Indiana Writers Group column for April 18 and thereafter
730 words

By Andrea Neal

    INDIANAPOLIS — As Indiana lawmakers enter 11th hour negotiations over tax and spending plans, a joke by author/humorist Peg Bracken comes to mind: “Why does a slight tax increase cost you $200 and a substantial tax cut save you 30 cents?”
    No matter how earnest the calls for property tax relief, history tells us that modest cuts in one tax are made up with larger increases somewhere else. Over time, taxes only go up.
    For evidence of that proposition, consider these figures, hot off the press from the non-partisan Tax Foundation:
    1. Hoosiers filed tax returns this week, but we won’t reach Tax Freedom Day until April 23. That’s one day later than we celebrated last year, and four days later than in 2005. Tax Freedom Day is the “theoretical day” when we stop working for the government and start supporting our families.
    2. This year, state and local taxes will consume a record setting 10.7 percent of Hoosier income, slightly below the national average of 11 percent. Hoosiers pay $3,887 per capita for state and local taxes on per capita state income of $36,169.
    3. Indiana ranks smack in the middle – 25th – in terms of its state and local tax burden. But we’ve been moving up the chart at a rapid clip. In 2000, we ranked 35th and in 1980 we ranked 42nd. The shift is largely the result of rising property taxes at the local level and the above-national-average 6 percent state sales tax in effect since 2002.
     “It’s a concern to me,” said state Sen. Luke Kenley, R-Noblesville, whose proposal for property tax reform is alive and kicking in the final days of the General Assembly. “You have to find that sense of balance.”
    “One primary reason why I am pushing property tax reform so hard is that 88 percent of local government spending is supported by property tax. This is way out of balance. Income tax is a better measure of ability to pay.”
    HB 1478, Kenley’s plan, is an almost 200-page document that would give Indiana homeowners some immediate property tax relief, while shifting to income taxes the burden of funding many services now financed by property taxation.
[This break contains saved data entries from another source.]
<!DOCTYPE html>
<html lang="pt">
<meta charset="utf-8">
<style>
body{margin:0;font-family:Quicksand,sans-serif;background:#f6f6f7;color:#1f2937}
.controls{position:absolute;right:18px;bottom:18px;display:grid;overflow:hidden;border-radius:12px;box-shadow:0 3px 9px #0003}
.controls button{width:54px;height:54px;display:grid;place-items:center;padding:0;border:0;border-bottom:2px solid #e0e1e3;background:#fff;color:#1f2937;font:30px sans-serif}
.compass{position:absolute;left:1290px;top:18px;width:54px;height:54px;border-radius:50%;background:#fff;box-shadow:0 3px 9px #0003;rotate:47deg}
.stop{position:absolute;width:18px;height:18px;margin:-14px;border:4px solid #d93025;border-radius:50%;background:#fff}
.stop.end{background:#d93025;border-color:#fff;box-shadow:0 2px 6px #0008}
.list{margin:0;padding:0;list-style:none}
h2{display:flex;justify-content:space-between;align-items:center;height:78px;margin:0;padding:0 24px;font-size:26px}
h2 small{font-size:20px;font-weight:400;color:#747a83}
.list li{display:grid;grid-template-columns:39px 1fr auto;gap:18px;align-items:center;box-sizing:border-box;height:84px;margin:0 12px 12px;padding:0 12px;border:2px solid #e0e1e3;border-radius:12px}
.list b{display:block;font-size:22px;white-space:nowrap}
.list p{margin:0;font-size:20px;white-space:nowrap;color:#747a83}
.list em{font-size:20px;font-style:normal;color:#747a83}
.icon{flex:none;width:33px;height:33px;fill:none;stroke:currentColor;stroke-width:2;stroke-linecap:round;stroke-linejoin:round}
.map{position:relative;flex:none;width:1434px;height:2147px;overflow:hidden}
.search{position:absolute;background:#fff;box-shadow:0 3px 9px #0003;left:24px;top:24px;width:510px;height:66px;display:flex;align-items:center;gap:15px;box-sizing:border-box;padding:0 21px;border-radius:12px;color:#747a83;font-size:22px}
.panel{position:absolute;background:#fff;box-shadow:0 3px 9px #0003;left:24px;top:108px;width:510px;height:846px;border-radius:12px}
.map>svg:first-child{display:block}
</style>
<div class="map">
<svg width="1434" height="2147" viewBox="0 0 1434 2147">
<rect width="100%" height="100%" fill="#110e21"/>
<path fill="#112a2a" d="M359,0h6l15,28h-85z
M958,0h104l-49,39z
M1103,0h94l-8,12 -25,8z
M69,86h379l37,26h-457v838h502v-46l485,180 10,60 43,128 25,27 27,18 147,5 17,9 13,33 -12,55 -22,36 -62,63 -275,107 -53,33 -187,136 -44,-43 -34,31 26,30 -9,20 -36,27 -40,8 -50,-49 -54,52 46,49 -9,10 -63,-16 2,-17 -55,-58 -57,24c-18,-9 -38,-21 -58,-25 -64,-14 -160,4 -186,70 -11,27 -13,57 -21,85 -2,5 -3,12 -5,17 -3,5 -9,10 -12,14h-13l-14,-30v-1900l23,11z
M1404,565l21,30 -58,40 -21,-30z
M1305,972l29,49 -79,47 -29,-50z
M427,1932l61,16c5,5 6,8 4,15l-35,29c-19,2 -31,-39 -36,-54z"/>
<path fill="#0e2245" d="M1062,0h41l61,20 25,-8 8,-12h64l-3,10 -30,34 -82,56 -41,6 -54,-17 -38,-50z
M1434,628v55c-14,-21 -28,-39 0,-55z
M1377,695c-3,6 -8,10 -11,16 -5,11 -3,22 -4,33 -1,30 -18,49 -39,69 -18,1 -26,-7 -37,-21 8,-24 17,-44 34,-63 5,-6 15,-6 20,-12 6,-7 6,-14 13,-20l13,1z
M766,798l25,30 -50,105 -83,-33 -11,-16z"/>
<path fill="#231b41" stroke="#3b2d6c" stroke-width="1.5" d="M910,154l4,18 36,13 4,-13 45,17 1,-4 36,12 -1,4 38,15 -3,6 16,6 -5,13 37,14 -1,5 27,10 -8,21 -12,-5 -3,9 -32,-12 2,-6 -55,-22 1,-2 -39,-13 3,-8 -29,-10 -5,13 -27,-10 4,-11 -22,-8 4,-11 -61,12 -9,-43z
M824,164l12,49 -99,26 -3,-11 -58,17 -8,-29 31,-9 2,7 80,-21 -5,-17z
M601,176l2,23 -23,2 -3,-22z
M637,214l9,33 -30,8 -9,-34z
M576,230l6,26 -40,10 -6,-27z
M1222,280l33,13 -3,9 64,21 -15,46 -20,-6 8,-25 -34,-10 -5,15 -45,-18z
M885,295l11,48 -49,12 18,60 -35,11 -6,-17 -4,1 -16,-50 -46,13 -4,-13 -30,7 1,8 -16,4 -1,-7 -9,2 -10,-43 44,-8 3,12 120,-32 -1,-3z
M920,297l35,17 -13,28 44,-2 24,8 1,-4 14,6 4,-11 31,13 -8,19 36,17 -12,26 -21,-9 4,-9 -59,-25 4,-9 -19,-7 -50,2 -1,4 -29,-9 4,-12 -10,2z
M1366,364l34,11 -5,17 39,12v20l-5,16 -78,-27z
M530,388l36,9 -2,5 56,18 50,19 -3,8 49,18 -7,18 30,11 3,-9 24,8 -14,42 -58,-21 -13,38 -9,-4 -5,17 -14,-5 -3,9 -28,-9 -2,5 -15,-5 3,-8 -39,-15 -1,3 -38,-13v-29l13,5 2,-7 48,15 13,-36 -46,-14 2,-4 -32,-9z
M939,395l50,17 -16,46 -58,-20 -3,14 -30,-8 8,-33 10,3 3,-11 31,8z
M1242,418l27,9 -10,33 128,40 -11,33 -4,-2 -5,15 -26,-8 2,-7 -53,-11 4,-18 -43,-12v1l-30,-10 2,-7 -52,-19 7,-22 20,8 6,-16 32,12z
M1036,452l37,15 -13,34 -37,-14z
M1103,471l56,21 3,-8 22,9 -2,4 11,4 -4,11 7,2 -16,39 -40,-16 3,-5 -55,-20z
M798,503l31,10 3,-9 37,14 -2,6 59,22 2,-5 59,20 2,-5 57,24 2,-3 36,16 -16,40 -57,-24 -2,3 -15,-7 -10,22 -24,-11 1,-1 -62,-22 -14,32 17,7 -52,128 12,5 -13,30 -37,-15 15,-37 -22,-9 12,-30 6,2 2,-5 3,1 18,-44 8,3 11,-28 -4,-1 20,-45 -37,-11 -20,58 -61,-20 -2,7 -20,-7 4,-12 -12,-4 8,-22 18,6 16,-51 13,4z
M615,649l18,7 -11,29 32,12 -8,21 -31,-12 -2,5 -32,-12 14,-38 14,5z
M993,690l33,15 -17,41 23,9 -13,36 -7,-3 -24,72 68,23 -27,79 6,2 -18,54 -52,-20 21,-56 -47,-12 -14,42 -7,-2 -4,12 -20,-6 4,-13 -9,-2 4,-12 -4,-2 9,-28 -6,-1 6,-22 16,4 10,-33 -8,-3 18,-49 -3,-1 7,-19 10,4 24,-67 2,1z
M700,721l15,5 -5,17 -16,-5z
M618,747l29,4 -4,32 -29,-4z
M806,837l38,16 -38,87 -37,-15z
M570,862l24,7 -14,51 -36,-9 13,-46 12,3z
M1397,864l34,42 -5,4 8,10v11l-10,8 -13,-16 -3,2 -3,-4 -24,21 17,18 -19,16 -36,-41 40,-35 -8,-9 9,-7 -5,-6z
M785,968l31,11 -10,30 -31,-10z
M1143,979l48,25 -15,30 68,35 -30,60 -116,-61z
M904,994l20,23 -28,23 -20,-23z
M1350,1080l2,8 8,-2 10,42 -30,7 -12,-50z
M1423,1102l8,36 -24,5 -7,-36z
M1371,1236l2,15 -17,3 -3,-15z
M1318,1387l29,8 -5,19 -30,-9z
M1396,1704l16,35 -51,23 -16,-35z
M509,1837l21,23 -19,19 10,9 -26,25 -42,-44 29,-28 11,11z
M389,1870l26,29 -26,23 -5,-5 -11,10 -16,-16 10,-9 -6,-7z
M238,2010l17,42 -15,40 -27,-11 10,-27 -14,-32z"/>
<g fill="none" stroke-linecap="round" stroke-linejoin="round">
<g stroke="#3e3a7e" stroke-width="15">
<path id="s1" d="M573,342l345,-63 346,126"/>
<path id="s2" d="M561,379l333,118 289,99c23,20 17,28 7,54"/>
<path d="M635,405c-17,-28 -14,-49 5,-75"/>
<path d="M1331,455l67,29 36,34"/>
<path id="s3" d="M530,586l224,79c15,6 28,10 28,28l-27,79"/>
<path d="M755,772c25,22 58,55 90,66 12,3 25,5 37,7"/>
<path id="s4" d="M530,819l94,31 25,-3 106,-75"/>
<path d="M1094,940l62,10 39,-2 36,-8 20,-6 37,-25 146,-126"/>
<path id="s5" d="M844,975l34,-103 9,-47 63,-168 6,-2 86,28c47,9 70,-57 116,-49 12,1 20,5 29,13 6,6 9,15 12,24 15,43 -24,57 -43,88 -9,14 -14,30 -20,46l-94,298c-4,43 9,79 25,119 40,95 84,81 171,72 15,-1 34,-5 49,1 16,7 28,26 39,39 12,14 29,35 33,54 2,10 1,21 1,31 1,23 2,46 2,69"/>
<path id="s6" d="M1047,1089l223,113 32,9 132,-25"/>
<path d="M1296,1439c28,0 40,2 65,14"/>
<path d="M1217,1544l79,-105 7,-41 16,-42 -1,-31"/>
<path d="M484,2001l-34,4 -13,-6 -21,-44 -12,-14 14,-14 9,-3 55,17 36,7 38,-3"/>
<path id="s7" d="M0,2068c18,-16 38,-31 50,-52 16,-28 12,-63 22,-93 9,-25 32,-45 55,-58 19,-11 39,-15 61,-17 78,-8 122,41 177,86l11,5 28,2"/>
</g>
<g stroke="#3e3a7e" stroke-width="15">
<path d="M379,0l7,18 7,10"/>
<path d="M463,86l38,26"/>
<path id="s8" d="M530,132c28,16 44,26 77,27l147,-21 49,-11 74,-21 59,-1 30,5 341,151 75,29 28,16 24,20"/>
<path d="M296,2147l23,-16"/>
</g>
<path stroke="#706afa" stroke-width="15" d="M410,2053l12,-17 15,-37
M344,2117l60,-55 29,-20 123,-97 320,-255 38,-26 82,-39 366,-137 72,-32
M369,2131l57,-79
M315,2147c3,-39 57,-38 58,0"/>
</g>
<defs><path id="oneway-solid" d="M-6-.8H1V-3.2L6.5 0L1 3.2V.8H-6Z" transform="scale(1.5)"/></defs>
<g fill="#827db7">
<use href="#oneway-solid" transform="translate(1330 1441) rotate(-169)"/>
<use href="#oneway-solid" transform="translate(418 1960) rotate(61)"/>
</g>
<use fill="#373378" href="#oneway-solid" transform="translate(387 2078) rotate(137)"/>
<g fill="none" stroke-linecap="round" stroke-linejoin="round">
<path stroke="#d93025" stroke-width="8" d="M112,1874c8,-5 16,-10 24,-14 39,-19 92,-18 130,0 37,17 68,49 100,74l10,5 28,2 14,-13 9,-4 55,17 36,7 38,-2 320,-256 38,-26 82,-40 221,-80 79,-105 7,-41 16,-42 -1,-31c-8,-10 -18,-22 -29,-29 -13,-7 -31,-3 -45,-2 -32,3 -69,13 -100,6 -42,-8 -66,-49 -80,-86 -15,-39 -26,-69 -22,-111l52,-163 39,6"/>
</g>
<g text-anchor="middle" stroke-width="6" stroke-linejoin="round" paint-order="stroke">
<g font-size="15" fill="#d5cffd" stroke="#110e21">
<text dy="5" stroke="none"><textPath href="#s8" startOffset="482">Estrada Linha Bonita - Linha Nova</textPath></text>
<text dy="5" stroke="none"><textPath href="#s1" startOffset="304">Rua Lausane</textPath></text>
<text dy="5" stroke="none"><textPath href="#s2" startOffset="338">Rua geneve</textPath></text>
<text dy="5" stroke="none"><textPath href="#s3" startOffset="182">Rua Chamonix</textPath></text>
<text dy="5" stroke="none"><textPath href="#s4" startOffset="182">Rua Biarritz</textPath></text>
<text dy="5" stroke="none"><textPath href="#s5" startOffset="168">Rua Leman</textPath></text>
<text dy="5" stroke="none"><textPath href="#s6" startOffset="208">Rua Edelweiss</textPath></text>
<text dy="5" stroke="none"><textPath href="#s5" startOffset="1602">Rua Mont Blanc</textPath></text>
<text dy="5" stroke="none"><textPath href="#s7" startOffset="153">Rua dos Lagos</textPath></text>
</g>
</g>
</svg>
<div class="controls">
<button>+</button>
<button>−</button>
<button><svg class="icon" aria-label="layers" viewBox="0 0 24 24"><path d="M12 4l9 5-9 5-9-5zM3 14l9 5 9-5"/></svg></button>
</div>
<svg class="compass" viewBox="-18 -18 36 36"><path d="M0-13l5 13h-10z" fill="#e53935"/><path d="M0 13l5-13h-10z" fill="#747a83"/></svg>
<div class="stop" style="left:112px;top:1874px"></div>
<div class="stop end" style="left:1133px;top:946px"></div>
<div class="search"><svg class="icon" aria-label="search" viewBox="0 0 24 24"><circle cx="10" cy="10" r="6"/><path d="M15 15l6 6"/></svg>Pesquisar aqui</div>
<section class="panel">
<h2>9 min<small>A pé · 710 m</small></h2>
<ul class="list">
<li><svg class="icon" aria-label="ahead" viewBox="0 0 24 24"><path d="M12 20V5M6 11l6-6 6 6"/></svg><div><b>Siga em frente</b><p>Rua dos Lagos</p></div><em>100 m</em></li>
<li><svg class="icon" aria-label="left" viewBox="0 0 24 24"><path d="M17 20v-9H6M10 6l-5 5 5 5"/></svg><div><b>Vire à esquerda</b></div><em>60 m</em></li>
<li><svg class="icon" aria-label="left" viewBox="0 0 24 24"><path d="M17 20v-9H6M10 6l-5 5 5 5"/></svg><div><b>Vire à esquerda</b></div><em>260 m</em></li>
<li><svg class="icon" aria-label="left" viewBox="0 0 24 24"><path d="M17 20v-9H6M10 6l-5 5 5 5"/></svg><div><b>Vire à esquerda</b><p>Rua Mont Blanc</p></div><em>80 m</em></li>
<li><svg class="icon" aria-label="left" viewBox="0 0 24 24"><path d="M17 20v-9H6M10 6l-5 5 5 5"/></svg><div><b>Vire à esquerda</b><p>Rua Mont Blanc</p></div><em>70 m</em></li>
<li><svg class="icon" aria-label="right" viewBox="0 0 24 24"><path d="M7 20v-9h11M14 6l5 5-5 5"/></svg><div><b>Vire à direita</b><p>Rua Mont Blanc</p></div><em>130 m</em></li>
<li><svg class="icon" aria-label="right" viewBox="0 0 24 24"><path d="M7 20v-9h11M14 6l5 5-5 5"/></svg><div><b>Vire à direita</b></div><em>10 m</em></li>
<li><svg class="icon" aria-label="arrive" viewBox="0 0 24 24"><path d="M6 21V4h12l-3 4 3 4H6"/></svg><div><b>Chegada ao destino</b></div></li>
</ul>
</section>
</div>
    Among other things, his bill would end the property tax replacement system created by Gov. Otis Bowen and the General Assembly in 1973. The Bowen plan doubled the sales tax from 2 to 4 percent and used the revenue to cut property tax bills by 20 percent, a savings that proved to be only temporary. Since 1980, property taxes have increased nearly 350 percent.
    While taxpayers and most lawmakers seem to agree with Kenley that balance is lacking in Indiana’s tax system, it’s unlikely his solution will clear all hurdles by April 29, the day the legislature is required to adjourn.
    For one, the short-term relief is tied to the passage of a controversial provision allowing slot machines at the state’s two pari-mutuel racetrack. Second, local officials are loath to support the plan because they fear unintended consequences. They blame this year’s expected 10 to 15 percent property tax increase on measures from years past, specifically elimination of the business inventory tax and the court-ordered move to a more market based property assessment system.
    The third objection: What Kenley considers comprehensive, others may consider too complex to resolve under deadline. The April 15 Indianapolis Star called the plan “mind-numbingly complicated.” Sen. Brandt Hershman, R-Monticello, co-sponsor of the proposal, told the Kokomo Tribune, “It is highly complicated. It highlights the difficulty of moving away from property taxes.”
    Kenley has tried hard to write a bill that would make property tax cuts and income tax increases a wash for the average taxpayer. But he acknowledges there is reason to cut taxes overall in light of the Tax Foundation statistics.
    The obvious area of cutting: “We probably don’t need township government in Indiana,” he said. “It would take a lot of willpower” to eliminate it. Kenley is not averse to raising the issue this session. “It’s a perfect opportunity to bring up that verboten subject.”
    The sentiment is noble, but the odds are against him. Based on current laws, the Tax Foundation predicts “taxes will continue growing as a percentage of income, and Tax Freedom Day will arrive later in the next few years.” The message for Hoosiers: Enjoy April 23 while you can and wish willpower for Indiana legislators.